Corrections and comments hoped for,

Brian Mastenbrook

unread,

Mar 26, 2007, 8:05:24 AM3/26/07

to Nikodemus Siivola, sbcl-...@lists.sourceforge.net, Gábor Melis

Nikodemus Siivola wrote:
> * We can, however, gain a synchronous timeout ability by making various
> blocking functions have not just a :TIMEOUT parameter, but by making
> them also respect a global *DEADLINE*. I hesitate to say anything
> about properties of such synchronous timeouts, though.

Hi Nikodemus,

What is your concern here about the properties of such timeouts?

Regardless of whether async unwinds can be made safe, I think what you
describe is good global policy. For applications which call a number of
blocking APIs but are unconcerned with entering an infinite loop in Lisp
code, this is all the timeout machinery which is necessary. It would
probably be a good idea to expose the API used here so that FFI users
can respect these timeouts as well. I've a few thoughts here if others
are interested.

Thanks,

--
Brian Mastenbrook
br...@mastenbrook.net
http://brian.mastenbrook.net/

Nikodemus Siivola

unread,

Mar 26, 2007, 9:13:17 AM3/26/07

to Brian Mastenbrook, sbcl-...@lists.sourceforge.net, Gábor Melis

Brian Mastenbrook wrote:

> Nikodemus Siivola wrote:
>> * We can, however, gain a synchronous timeout ability by making various
>> blocking functions have not just a :TIMEOUT parameter, but by making
>> them also respect a global *DEADLINE*. I hesitate to say anything
>> about properties of such synchronous timeouts, though.

> What is your concern here about the properties of such timeouts?

Just my ability to get details of stuff like this wrong the first time.
I would like to say that they are well-behaved and can be unwound from
safely, but I have no proof either way right now.
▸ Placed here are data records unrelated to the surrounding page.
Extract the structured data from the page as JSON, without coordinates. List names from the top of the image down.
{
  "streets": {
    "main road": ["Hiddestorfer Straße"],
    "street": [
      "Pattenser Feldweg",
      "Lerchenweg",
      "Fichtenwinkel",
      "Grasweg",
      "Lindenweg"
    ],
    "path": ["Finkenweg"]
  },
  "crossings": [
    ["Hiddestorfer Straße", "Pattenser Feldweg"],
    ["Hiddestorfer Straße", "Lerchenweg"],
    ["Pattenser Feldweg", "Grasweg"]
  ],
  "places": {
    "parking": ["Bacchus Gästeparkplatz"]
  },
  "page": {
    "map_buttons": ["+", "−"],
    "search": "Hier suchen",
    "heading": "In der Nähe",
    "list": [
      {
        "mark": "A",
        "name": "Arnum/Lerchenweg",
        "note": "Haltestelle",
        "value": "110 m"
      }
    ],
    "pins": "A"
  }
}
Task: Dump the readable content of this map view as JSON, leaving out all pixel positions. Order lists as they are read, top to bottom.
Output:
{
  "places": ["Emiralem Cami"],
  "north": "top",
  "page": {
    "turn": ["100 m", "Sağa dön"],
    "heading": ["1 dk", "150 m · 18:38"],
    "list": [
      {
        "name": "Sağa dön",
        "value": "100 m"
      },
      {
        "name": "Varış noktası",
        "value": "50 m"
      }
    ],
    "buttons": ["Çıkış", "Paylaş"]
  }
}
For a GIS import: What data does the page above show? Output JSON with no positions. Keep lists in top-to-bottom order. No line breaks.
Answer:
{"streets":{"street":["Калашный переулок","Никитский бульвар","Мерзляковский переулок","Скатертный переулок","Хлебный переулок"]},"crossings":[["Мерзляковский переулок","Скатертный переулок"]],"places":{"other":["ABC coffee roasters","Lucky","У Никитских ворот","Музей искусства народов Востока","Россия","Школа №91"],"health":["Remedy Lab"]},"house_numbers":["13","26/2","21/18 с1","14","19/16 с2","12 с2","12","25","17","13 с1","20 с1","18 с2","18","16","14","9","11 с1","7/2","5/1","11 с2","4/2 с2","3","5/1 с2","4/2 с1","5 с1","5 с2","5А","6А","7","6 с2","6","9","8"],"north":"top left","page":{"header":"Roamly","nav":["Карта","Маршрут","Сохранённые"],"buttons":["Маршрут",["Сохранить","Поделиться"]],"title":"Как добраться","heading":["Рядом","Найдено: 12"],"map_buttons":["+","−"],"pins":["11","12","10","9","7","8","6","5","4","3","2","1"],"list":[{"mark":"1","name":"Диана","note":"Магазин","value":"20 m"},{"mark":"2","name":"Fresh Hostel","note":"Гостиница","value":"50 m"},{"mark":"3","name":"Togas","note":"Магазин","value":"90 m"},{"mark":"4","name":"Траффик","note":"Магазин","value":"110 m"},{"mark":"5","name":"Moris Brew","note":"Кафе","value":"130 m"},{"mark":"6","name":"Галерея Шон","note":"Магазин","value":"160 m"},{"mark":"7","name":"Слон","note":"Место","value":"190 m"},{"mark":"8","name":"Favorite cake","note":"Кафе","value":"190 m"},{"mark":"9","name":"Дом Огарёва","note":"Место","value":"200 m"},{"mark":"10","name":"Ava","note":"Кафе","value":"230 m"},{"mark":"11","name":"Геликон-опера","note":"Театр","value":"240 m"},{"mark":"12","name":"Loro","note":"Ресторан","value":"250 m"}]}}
> Regardless of whether async unwinds can be made safe, I think what you
> describe is good global policy. For applications which call a number of
> blocking APIs but are unconcerned with entering an infinite loop in Lisp
> code, this is all the timeout machinery which is necessary. It would
> probably be a good idea to expose the API used here so that FFI users
> can respect these timeouts as well. I've a few thoughts here if others
> are interested.

I am!

Cheers,

-- Nikodemus

Brian Mastenbrook

unread,

Mar 27, 2007, 8:42:10 AM3/27/07

to Nikodemus Siivola, sbcl-...@lists.sourceforge.net, Gábor Melis

Nikodemus Siivola wrote:
> Brian Mastenbrook wrote:
>
>> Nikodemus Siivola wrote:
>>> * We can, however, gain a synchronous timeout ability by making various
>>> blocking functions have not just a :TIMEOUT parameter, but by making
>>> them also respect a global *DEADLINE*. I hesitate to say anything
>>> about properties of such synchronous timeouts, though.
>
>> What is your concern here about the properties of such timeouts?
>
> Just my ability to get details of stuff like this wrong the first time.
> I would like to say that they are well-behaved and can be unwound from
> safely, but I have no proof either way right now.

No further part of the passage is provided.